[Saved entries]
◆ ◆ ◆ ◆ ◆

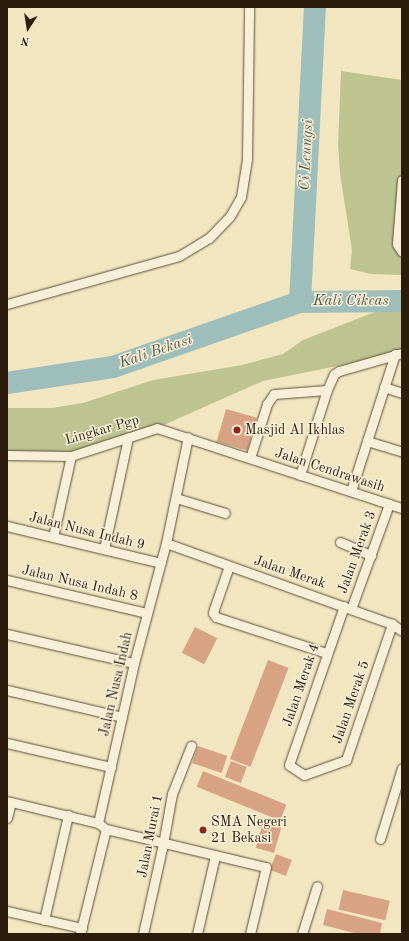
<!DOCTYPE html>
<html>
<head>
<meta charset="utf-8">
<style>
	body { margin:0 }
	#map { position:relative; width:409px; height:941px; overflow:hidden; background:#f2e6c1; font-family:"Old Standard TT",serif }
	div>[style] { position:absolute }
	[style*='--x'] { left:calc(var(--x)*1px); top:calc(var(--y)*1px); width:calc(var(--w)*1px); rotate:calc(var(--a)*1deg) }
	.green>* { inset:0; background:#bec491 }
	.river>* { height:22px; margin:-11px; padding:0 11px; transform-origin:11px; border-radius:11px; background:#9dbeba }
	.building>* { inset:0; background:#d8a284; transform-origin:0 0 }
	.roads { filter:drop-shadow(0 0 1px #5d4e38) drop-shadow(0 0 1px #5d4e38) }
	.minor>* { height:9px; margin:-4.5px; padding:0 4.5px; transform-origin:4.5px; border-radius:4.5px; background:#f7efd7 }
	.dots>* { width:11px; height:11px; translate:-50% -50%; box-sizing:border-box; border:2px solid #f7efd7; border-radius:50% }
	span { translate:-50% -50%; white-space:nowrap; text-align:center; line-height:1.15; -webkit-text-stroke:3px #f7efd7; paint-order:stroke }
	.street-label { font-size:14px; color:#2b1c0b }
	.poi-label { font-size:14px; color:#2b1c0b }
	.left { translate:0 -50%; text-align:left }
	.water-label { font-size:15px; color:#535548; font-style:italic }
	.frame { position:absolute; inset:0; border:8px solid #2b1c0b; pointer-events:none }
	.north { position:absolute; left:8px; top:8px; width:40px; height:40px; -webkit-text-stroke:3px #f7efd7; paint-order:stroke; rotate:192deg; font-size:11px; font-weight:700; line-height:16px; text-align:center; color:#2b1c0b }
	.north::after { content:''; display:block; margin:auto; width:14px; height:18px; background:#2b1c0b; clip-path:polygon(50% 0,100% 100%,50% 72%,0 100%) }
</style>
</head>
<body>
<div id="map">
	<div class="green">
		<div style="clip-path:polygon(341px 71px,402px 80px,402px 180px,398px 244px,402px 252px,402px 275px,371px 274px,350px 269px,352px 250px,340px 174px,338px 144px)"></div>
		<div style="clip-path:polygon(402px 306px,402px 353px,263px 381px,157px 428px,71px 456px,7px 455px,7px 408px,52px 408px,83px 403px,153px 380px,242px 365px,283px 354px,303px 340px,385px 308px)"></div>
	</div>
	<div class="river">
		<div style="--x:300;--y:302;--w:295;--a:-87.1"></div>
		<div style="--x:7;--y:383;--w:107;--a:-8.6"></div>
		<div style="--x:113;--y:367;--w:198;--a:-19.2"></div>
		<div style="--x:300;--y:302;--w:102;--a:-0.6"></div>
	</div>
	<div class="building">
		<div style="left:226px;top:409px;width:32px;height:34px;rotate:16deg"></div>
		<div style="left:195px;top:627px;width:25px;height:29px;rotate:27deg"></div>
		<div style="left:268px;top:660px;width:22px;height:106px;rotate:21deg"></div>
		<div style="left:198px;top:746px;width:31px;height:18px;rotate:19deg"></div>
		<div style="left:231px;top:761px;width:17px;height:17px;rotate:21deg"></div>
		<div style="left:203px;top:771px;width:90px;height:17px;rotate:22deg"></div>
		<div style="left:264px;top:819px;width:19px;height:30px;rotate:16deg"></div>
		<div style="left:276px;top:854px;width:17px;height:17px;rotate:21deg"></div>
		<div style="left:343px;top:890px;width:48px;height:20px;rotate:13deg"></div>
		<div style="clip-path:polygon(327px 909px,382px 923px,380px 934px,358px 934px,323px 925px)"></div>
	</div>
	<div class="roads">
		<div class="minor">
			<div style="--x:402;--y:180;--w:64;--a:94.5"></div>
			<div style="--x:397;--y:244;--w:9;--a:58"></div>
			<div style="--x:7;--y:304;--w:179;--a:-15.6"></div>
			<div style="--x:179;--y:256;--w:35;--a:-31"></div>
			<div style="--x:209;--y:238;--w:30;--a:-46"></div>
			<div style="--x:230;--y:216;--w:22;--a:-60"></div>
			<div style="--x:241;--y:197;--w:39;--a:-81"></div>
			<div style="--x:247;--y:158;--w:151;--a:-89.2"></div>
			<div style="--x:384;--y:387;--w:19;--a:18"></div>
			<div style="--x:367;--y:441;--w:37;--a:17"></div>
			<div style="--x:7;--y:455;--w:64;--a:0.9"></div>
			<div style="--x:71;--y:456;--w:90;--a:-18"></div>
			<div style="--x:157;--y:428;--w:258;--a:18.1"></div>
			<div style="--x:250;--y:458;--w:57;--a:-72.5"></div>
			<div style="--x:267;--y:404;--w:12;--a:-55"></div>
			<div style="--x:274;--y:394;--w:53;--a:-4.3"></div>
			<div style="--x:327;--y:390;--w:17;--a:-66"></div>
			<div style="--x:334;--y:374;--w:6;--a:-31"></div>
			<div style="--x:339;--y:371;--w:66;--a:-15.9"></div>
			<div style="--x:300;--y:475;--w:89;--a:-72.4"></div>
			<div style="--x:351;--y:491;--w:144;--a:-72.2"></div>
			<div style="--x:176;--y:498;--w:51;--a:17"></div>
			<div style="--x:7;--y:526;--w:158;--a:13.5"></div>
			<div style="--x:53;--y:537;--w:83;--a:-77.5"></div>
			<div style="--x:340;--y:542;--w:34;--a:23"></div>
			<div style="--x:166;--y:543;--w:240;--a:19.7"></div>
			<div style="--x:392;--y:624;--w:12;--a:35"></div>
			<div style="--x:104;--y:549;--w:114;--a:-77.8"></div>
			<div style="--x:229;--y:566;--w:46;--a:109.2"></div>
			<div style="--x:214;--y:609;--w:4;--a:104"></div>
			<div style="--x:213;--y:613;--w:5;--a:53"></div>
			<div style="--x:216;--y:617;--w:116;--a:18.1"></div>
			<div style="--x:7;--y:580;--w:144;--a:13.3"></div>
			<div style="--x:344;--y:606;--w:168;--a:109.1"></div>
			<div style="--x:289;--y:765;--w:18;--a:34"></div>
			<div style="--x:304;--y:775;--w:45;--a:-19.7"></div>
			<div style="--x:346;--y:760;--w:144;--a:-71.3"></div>
			<div style="--x:351;--y:609;--w:112;--a:-70.1"></div>
			<div style="--x:7;--y:634;--w:130;--a:12.9"></div>
			<div style="--x:7;--y:690;--w:118;--a:13.2"></div>
			<div style="--x:7;--y:743;--w:107;--a:13"></div>
			<div style="--x:7;--y:801;--w:94;--a:13.6"></div>
			<div style="--x:7;--y:818;--w:16;--a:-76"></div>
			<div style="--x:106;--y:829;--w:164;--a:13.4"></div>
			<div style="--x:266;--y:867;--w:69;--a:103.4"></div>
			<div style="--x:380;--y:839;--w:74;--a:-72.8"></div>
			<div style="--x:7;--y:911;--w:77;--a:12.8"></div>
			<div style="--x:44;--y:920;--w:108;--a:-77.1"></div>
			<div style="--x:80;--y:934;--w:108;--a:-76.1"></div>
			<div style="--x:106;--y:829;--w:10;--a:-143"></div>
			<div style="--x:98;--y:823;--w:164;--a:-77.3"></div>
			<div style="--x:134;--y:663;--w:124;--a:-75.1"></div>
			<div style="--x:166;--y:543;--w:108;--a:-78.3"></div>
			<div style="--x:143;--y:934;--w:92;--a:-77.5"></div>
			<div style="--x:163;--y:844;--w:51;--a:-79.8"></div>
			<div style="--x:172;--y:794;--w:52;--a:-68.4"></div>
			<div style="--x:197;--y:934;--w:80;--a:-77"></div>
			<div style="--x:302;--y:934;--w:50;--a:-72.6"></div>
		</div>
	</div>
	<div class="dots">
		<div style="left:237px;top:430px;background:#8f2418"></div>
		<div style="left:203px;top:830px;background:#8f2418"></div>
	</div>
	<div class="street-label">
		<span style="left:102px;top:430px;rotate:-16deg">Lingkar Pgp</span>
		<span style="left:330px;top:470px;rotate:18deg">Jalan Cendrawasih</span>
		<span style="left:87px;top:531px;rotate:14deg">Jalan Nusa Indah 9</span>
		<span style="left:357px;top:552px;rotate:-70deg">Jalan Merak 3</span>
		<span style="left:290px;top:572px;rotate:19deg">Jalan Merak</span>
		<span style="left:80px;top:583px;rotate:13deg">Jalan Nusa Indah 8</span>
		<span style="left:116px;top:684px;rotate:-77deg">Jalan Nusa Indah</span>
		<span style="left:301px;top:685px;rotate:-71deg">Jalan Merak 4</span>
		<span style="left:351px;top:702px;rotate:-71deg">Jalan Merak 5</span>
		<span style="left:150px;top:836px;rotate:-79deg">Jalan Murai 1</span>
	</div>
	<div class="poi-label">
		<span class="left" style="left:245px;top:430px">Masjid Al Ikhlas</span>
		<span class="left" style="left:211px;top:830px">SMA Negeri<br>21 Bekasi</span>
	</div>
	<div class="water-label">
		<span style="left:307px;top:155px;rotate:-87deg">Ci Leungsi</span>
		<span style="left:351px;top:302px">Kali Cikeas</span>
		<span style="left:156px;top:352px;rotate:-19deg">Kali Bekasi</span>
	</div>
	<div class="frame"></div>
	<div class="north">N</div>
</div>
</body>
</html>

◆ ◆ ◆ ◆ ◆

- YOUR OBJECTIVE -
From the first line above to the line containing "position:absolute; inset:0; border:8px", repeat each line exactly. Pictures stay out.

- YOUR SOLUTION -
<!DOCTYPE html>
<html>
<head>
<meta charset="utf-8">
<style>
	body { margin:0 }
	#map { position:relative; width:409px; height:941px; overflow:hidden; background:#f2e6c1; font-family:"Old Standard TT",serif }
	div>[style] { position:absolute }
	[style*='--x'] { left:calc(var(--x)*1px); top:calc(var(--y)*1px); width:calc(var(--w)*1px); rotate:calc(var(--a)*1deg) }
	.green>* { inset:0; background:#bec491 }
	.river>* { height:22px; margin:-11px; padding:0 11px; transform-origin:11px; border-radius:11px; background:#9dbeba }
	.building>* { inset:0; background:#d8a284; transform-origin:0 0 }
	.roads { filter:drop-shadow(0 0 1px #5d4e38) drop-shadow(0 0 1px #5d4e38) }
	.minor>* { height:9px; margin:-4.5px; padding:0 4.5px; transform-origin:4.5px; border-radius:4.5px; background:#f7efd7 }
	.dots>* { width:11px; height:11px; translate:-50% -50%; box-sizing:border-box; border:2px solid #f7efd7; border-radius:50% }
	span { translate:-50% -50%; white-space:nowrap; text-align:center; line-height:1.15; -webkit-text-stroke:3px #f7efd7; paint-order:stroke }
	.street-label { font-size:14px; color:#2b1c0b }
	.poi-label { font-size:14px; color:#2b1c0b }
	.left { translate:0 -50%; text-align:left }
	.water-label { font-size:15px; color:#535548; font-style:italic }
	.frame { position:absolute; inset:0; border:8px solid #2b1c0b; pointer-events:none }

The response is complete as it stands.